TASK REQUIREMENTS =>
Return every line below exactly as written.

SUPPLIED DATA =>
^^^^
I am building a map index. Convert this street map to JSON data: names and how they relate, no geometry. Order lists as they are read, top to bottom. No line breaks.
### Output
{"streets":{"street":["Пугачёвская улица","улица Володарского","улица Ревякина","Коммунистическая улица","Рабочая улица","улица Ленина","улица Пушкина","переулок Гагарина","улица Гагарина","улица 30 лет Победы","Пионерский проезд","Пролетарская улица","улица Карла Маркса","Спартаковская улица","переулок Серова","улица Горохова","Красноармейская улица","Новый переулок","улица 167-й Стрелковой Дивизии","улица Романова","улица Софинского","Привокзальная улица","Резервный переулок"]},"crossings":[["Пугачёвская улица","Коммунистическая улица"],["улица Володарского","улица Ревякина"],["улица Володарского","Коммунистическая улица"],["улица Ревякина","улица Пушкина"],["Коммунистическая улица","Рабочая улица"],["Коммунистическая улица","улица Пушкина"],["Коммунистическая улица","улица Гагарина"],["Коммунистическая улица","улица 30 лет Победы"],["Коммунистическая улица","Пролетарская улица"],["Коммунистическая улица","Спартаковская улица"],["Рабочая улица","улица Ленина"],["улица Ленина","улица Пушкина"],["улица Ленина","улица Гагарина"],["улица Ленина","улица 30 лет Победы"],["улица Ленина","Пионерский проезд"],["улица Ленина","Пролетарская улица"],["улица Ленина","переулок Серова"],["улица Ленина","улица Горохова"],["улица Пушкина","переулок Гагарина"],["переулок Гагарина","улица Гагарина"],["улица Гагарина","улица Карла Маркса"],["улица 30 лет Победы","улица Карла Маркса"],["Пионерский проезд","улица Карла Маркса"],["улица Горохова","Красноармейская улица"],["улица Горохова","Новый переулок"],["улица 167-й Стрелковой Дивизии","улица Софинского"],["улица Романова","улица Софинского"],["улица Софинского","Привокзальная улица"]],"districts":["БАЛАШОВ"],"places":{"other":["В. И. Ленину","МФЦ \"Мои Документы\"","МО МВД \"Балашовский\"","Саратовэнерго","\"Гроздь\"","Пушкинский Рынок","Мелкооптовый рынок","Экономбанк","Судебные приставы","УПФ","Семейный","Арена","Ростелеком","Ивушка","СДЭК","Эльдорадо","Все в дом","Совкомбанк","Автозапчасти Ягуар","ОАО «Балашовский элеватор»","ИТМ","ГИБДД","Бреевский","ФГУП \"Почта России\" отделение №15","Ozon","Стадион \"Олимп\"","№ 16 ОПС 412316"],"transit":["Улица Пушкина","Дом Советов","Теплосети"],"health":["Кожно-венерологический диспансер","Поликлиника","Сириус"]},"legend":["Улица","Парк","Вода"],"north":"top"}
^^^^
WRITTEN SOLUTION =>
I am building a map index. Convert this street map to JSON data: names and how they relate, no geometry. Order lists as they are read, top to bottom. No line breaks.
### Output
{"streets":{"street":["Пугачёвская улица","улица Володарского","улица Ревякина","Коммунистическая улица","Рабочая улица","улица Ленина","улица Пушкина","переулок Гагарина","улица Гагарина","улица 30 лет Победы","Пионерский проезд","Пролетарская улица","улица Карла Маркса","Спартаковская улица","переулок Серова","улица Горохова","Красноармейская улица","Новый переулок","улица 167-й Стрелковой Дивизии","улица Романова","улица Софинского","Привокзальная улица","Резервный переулок"]},"crossings":[["Пугачёвская улица","Коммунистическая улица"],["улица Володарского","улица Ревякина"],["улица Володарского","Коммунистическая улица"],["улица Ревякина","улица Пушкина"],["Коммунистическая улица","Рабочая улица"],["Коммунистическая улица","улица Пушкина"],["Коммунистическая улица","улица Гагарина"],["Коммунистическая улица","улица 30 лет Победы"],["Коммунистическая улица","Пролетарская улица"],["Коммунистическая улица","Спартаковская улица"],["Рабочая улица","улица Ленина"],["улица Ленина","улица Пушкина"],["улица Ленина","улица Гагарина"],["улица Ленина","улица 30 лет Победы"],["улица Ленина","Пионерский проезд"],["улица Ленина","Пролетарская улица"],["улица Ленина","переулок Серова"],["улица Ленина","улица Горохова"],["улица Пушкина","переулок Гагарина"],["переулок Гагарина","улица Гагарина"],["улица Гагарина","улица Карла Маркса"],["улица 30 лет Победы","улица Карла Маркса"],["Пионерский проезд","улица Карла Маркса"],["улица Горохова","Красноармейская улица"],["улица Горохова","Новый переулок"],["улица 167-й Стрелковой Дивизии","улица Софинского"],["улица Романова","улица Софинского"],["улица Софинского","Привокзальная улица"]],"districts":["БАЛАШОВ"],"places":{"other":["В. И. Ленину","МФЦ \"Мои Документы\"","МО МВД \"Балашовский\"","Саратовэнерго","\"Гроздь\"","Пушкинский Рынок","Мелкооптовый рынок","Экономбанк","Судебные приставы","УПФ","Семейный","Арена","Ростелеком","Ивушка","СДЭК","Эльдорадо","Все в дом","Совкомбанк","Автозапчасти Ягуар","ОАО «Балашовский элеватор»","ИТМ","ГИБДД","Бреевский","ФГУП \"Почта России\" отделение №15","Ozon","Стадион \"Олимп\"","№ 16 ОПС 412316"],"transit":["Улица Пушкина","Дом Советов","Теплосети"],"health":["Кожно-венерологический диспансер","Поликлиника","Сириус"]},"legend":["Улица","Парк","Вода"],"north":"top"}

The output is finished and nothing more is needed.